When the defining figures of Australian Modernism are discussed, particularly the legendary Heide Circle, artists like Sidney Nolan, Albert Tucker and Arthur Boyd are often among the first to be namechecked. However, this new one-woman show draws one of the collective’s more overlooked artists out from the margins, asking the question: Where is Joy?

Or, perhaps more aptly, who is Joy Hester? For actor, writer and producer Emma Louise Pursey, she has been a source of inspiration, obsession and uncannily relatable hardships for some 21 years. Pursey devised and developed her first show about Hester in 2004 at the age of 26. The following year, she was diagnosed with Hodgkin’s lymphoma – the same disease that Hester was diagnosed with at the same age of 27.

While Pursey was soon after re-diagnosed with a very rare disease, amyloidosis, she was handed similarly bleak odds to Hester – and just like her Modernist hero, she has insisted on beating those odds.

Emma Louise Pursey: Where is Joy? Photo © Amber Schmidt

Following years of research and enduring health battles, this latest take on Joy Hester’s story lands at fortyfivedownstairs – and there really couldn’t be a more fitting location for a play about a Melbourne artist of this stature than an underground theatre below an art gallery on Flinders Lane. 
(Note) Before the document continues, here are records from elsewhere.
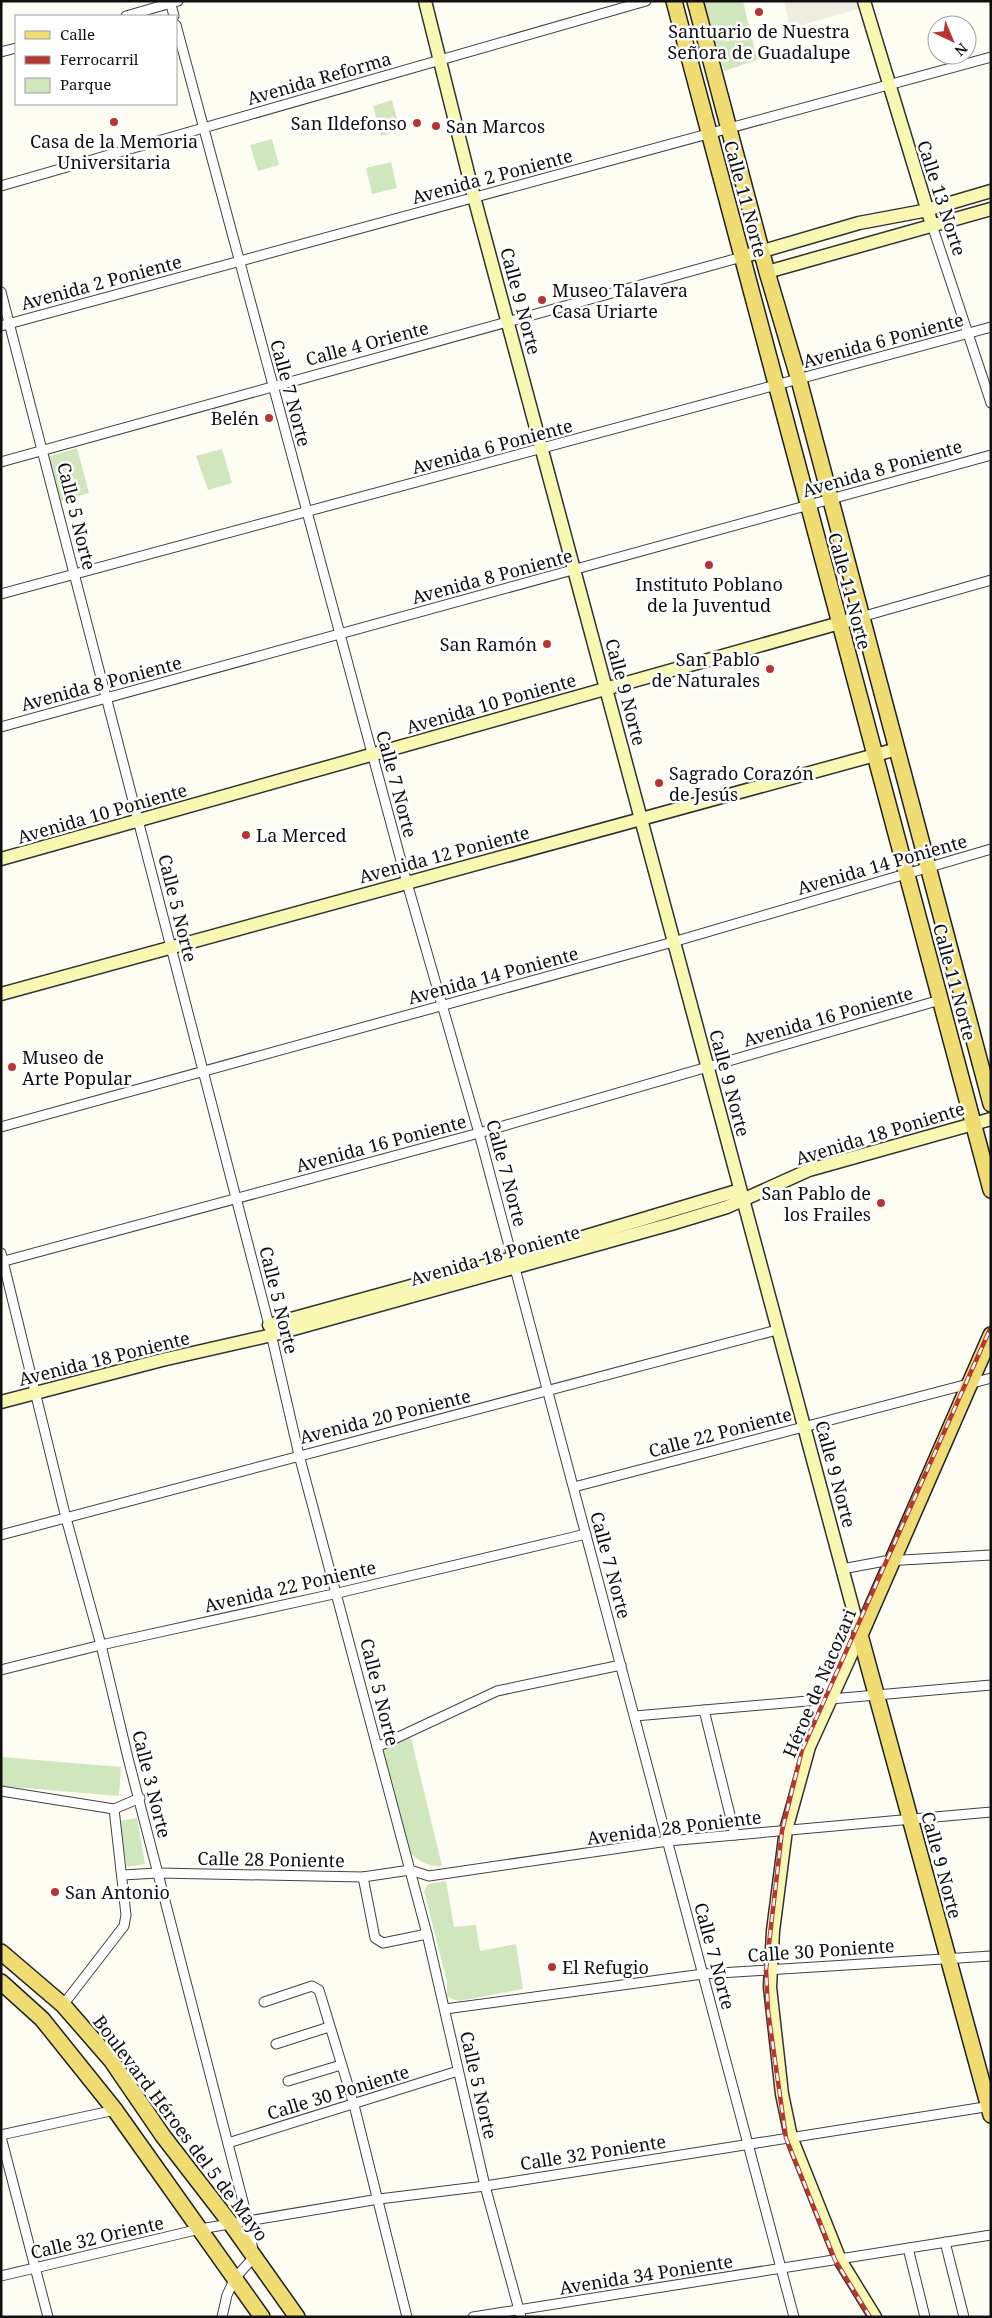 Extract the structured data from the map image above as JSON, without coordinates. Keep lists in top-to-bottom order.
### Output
{
  "streets": {
    "main road": [
      "Calle 11 Norte",
      "Calle 9 Norte",
      "Héroe de Nacozari",
      "Boulevard Héroes del 5 de Mayo"
    ],
    "street": [
      "Avenida Reforma",
      "Avenida 2 Poniente",
      "Calle 13 Norte",
      "Avenida 6 Poniente",
      "Calle 4 Oriente",
      "Calle 7 Norte",
      "Avenida 8 Poniente",
      "Calle 5 Norte",
      "Avenida 10 Poniente",
      "Avenida 12 Poniente",
      "Avenida 14 Poniente",
      "Avenida 16 Poniente",
      "Avenida 18 Poniente",
      "Avenida 20 Poniente",
      "Calle 22 Poniente",
      "Avenida 22 Poniente",
      "Calle 3 Norte",
      "Avenida 28 Poniente",
      "Calle 28 Poniente",
      "Calle 30 Poniente",
      "Calle 32 Poniente",
      "Calle 32 Oriente",
      "Avenida 34 Poniente"
    ]
  },
  "crossings": [
    ["Avenida Reforma", "Calle 9 Norte"],
    ["Avenida Reforma", "Calle 7 Norte"],
    ["Avenida 2 Poniente", "Calle 13 Norte"],
    ["Avenida 2 Poniente", "Calle 11 Norte"],
    ["Avenida 2 Poniente", "Calle 9 Norte"],
    ["Avenida 2 Poniente", "Calle 7 Norte"],
    ["Avenida 2 Poniente", "Calle 5 Norte"],
    ["Calle 13 Norte", "Avenida 6 Poniente"],
    ["Calle 11 Norte", "Avenida 6 Poniente"],
    ["Calle 11 Norte", "Calle 4 Oriente"],
    ["Calle 11 Norte", "Avenida 8 Poniente"],
    ["Calle 11 Norte", "Avenida 10 Poniente"],
    ["Calle 11 Norte", "Avenida 12 Poniente"],
    ["Calle 11 Norte", "Avenida 14 Poniente"],
    ["Calle 11 Norte", "Avenida 16 Poniente"],
    ["Calle 11 Norte", "Avenida 18 Poniente"],
    ["Calle 9 Norte", "Avenida 6 Poniente"],
    ["Calle 9 Norte", "Calle 4 Oriente"],
    ["Calle 9 Norte", "Avenida 8 Poniente"],
    ["Calle 9 Norte", "Avenida 10 Poniente"],
    ["Calle 9 Norte", "Avenida 12 Poniente"],
    ["Calle 9 Norte", "Avenida 14 Poniente"],
    ["Calle 9 Norte", "Avenida 16 Poniente"],
    ["Calle 9 Norte", "Avenida 18 Poniente"],
    ["Calle 9 Norte", "Avenida 20 Poniente"],
    ["Calle 9 Norte", "Calle 22 Poniente"],
    ["Calle 9 Norte", "Héroe de Nacozari"],
    ["Calle 9 Norte", "Avenida 28 Poniente"],
    ["Calle 9 Norte", "Calle 30 Poniente"],
    ["Calle 9 Norte", "Calle 32 Poniente"],
    ["Avenida 6 Poniente", "Calle 7 Norte"],
    ["Avenida 6 Poniente", "Calle 5 Norte"],
    ["Calle 4 Oriente", "Calle 7 Norte"],
    ["Calle 4 Oriente", "Calle 5 Norte"],
    ["Calle 7 Norte", "Avenida 8 Poniente"],
    ["Calle 7 Norte", "Avenida 10 Poniente"],
    ["Calle 7 Norte", "Avenida 12 Poniente"],
    ["Calle 7 Norte", "Avenida 14 Poniente"],
    ["Calle 7 Norte", "Avenida 16 Poniente"],
    ["Calle 7 Norte", "Avenida 18 Poniente"],
    ["Calle 7 Norte", "Avenida 20 Poniente"],
    ["Calle 7 Norte", "Calle 22 Poniente"],
    ["Calle 7 Norte", "Avenida 22 Poniente"],
    ["Calle 7 Norte", "Avenida 28 Poniente"],
    ["Calle 7 Norte", "Calle 30 Poniente"],
    ["Calle 7 Norte", "Calle 32 Poniente"],
    ["Calle 7 Norte", "Avenida 34 Poniente"],
    ["Avenida 8 Poniente", "Calle 5 Norte"],
    ["Calle 5 Norte", "Avenida 10 Poniente"],
    ["Calle 5 Norte", "Avenida 12 Poniente"],
    ["Calle 5 Norte", "Avenida 14 Poniente"],
    ["Calle 5 Norte", "Avenida 16 Poniente"],
    ["Calle 5 Norte", "Avenida 18 Poniente"],
    ["Calle 5 Norte", "Avenida 20 Poniente"],
    ["Calle 5 Norte", "Avenida 22 Poniente"],
    ["Calle 5 Norte", "Avenida 28 Poniente"],
    ["Calle 5 Norte", "Calle 28 Poniente"],
    ["Calle 5 Norte", "Calle 30 Poniente"],
    ["Calle 5 Norte", "Calle 32 Poniente"],
    ["Calle 5 Norte", "Avenida 34 Poniente"],
    ["Avenida 16 Poniente", "Calle 3 Norte"],
    ["Avenida 18 Poniente", "Calle 3 Norte"],
    ["Avenida 20 Poniente", "Calle 3 Norte"],
    ["Calle 22 Poniente", "Héroe de Nacozari"],
    ["Avenida 22 Poniente", "Calle 3 Norte"],
    ["Héroe de Nacozari", "Avenida 28 Poniente"],
    ["Héroe de Nacozari", "Calle 30 Poniente"],
    ["Héroe de Nacozari", "Calle 32 Poniente"],
    ["Héroe de Nacozari", "Avenida 34 Poniente"],
    ["Calle 3 Norte", "Calle 28 Poniente"],
    ["Calle 3 Norte", "Calle 30 Poniente"],
    ["Calle 3 Norte", "Boulevard Héroes del 5 de Mayo"],
    ["Calle 3 Norte", "Calle 32 Poniente"],
    ["Avenida 28 Poniente", "Calle 28 Poniente"],
    ["Boulevard Héroes del 5 de Mayo", "Calle 32 Poniente"],
    ["Calle 32 Poniente", "Calle 32 Oriente"]
  ],
  "places": [
    "Santuario de Nuestra Señora de Guadalupe",
    "Casa de la Memoria Universitaria",
    "San Ildefonso",
    "San Marcos",
    "Museo Talavera Casa Uriarte",
    "Belén",
    "Instituto Poblano de la Juventud",
    "San Ramón",
    "San Pablo de Naturales",
    "Sagrado Corazón de Jesús",
    "La Merced",
    "Museo de Arte Popular",
    "San Pablo de los Frailes",
    "San Antonio",
    "El Refugio"
  ],
  "legend": ["Calle", "Ferrocarril", "Parque"],
  "north": "bottom right"
}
However, you could easily find yourself lost if you don’t already have a decent handle on the who’s who of the Heide Circle (who famously gathered and worked at a former dairy farm along a stretch of the Yarra River, which you can now visit as the Heide Museum of Modern Art). 

The dialogue clips along at a frenetic pace, a rapid-fire succession of facts about Hester’s life. It moves so quickly that it’s difficult to quite grasp onto the particulars of who is who, which can make it even more difficult to follow the non-sequential order of events. Interestingly, the play doesn’t spend as long as you might think lingering on her days at Heide.

Perhaps, this is because Joy never truly felt like “one of the boys” – the amplified sexism and ableism of her time often relegating her artistry to the sidelines. Or, perhaps it’s because Pursey is more interested in the broader picture of Joy’s life, and not just one chapter. 

Emma Louise Pursey: Where is Joy? Photo © Amber Schmidt

Where is Joy? makes for an interesting companion piece to Anthony Weigh’s Sunday, the MTC production which places its focus on Heide’s wealthy patron, Melbourne socialite Sunday Reed. Reed helped to raise Hester’s child, but there are more intriguing parallels that can be gleaned between these women’s intersecting lives, a humble reminder of the additional layers of difficulty and lack of bodily autonomy that women faced in all-too-recent history. Yet in the latter show, Hester is little more than a minor side character.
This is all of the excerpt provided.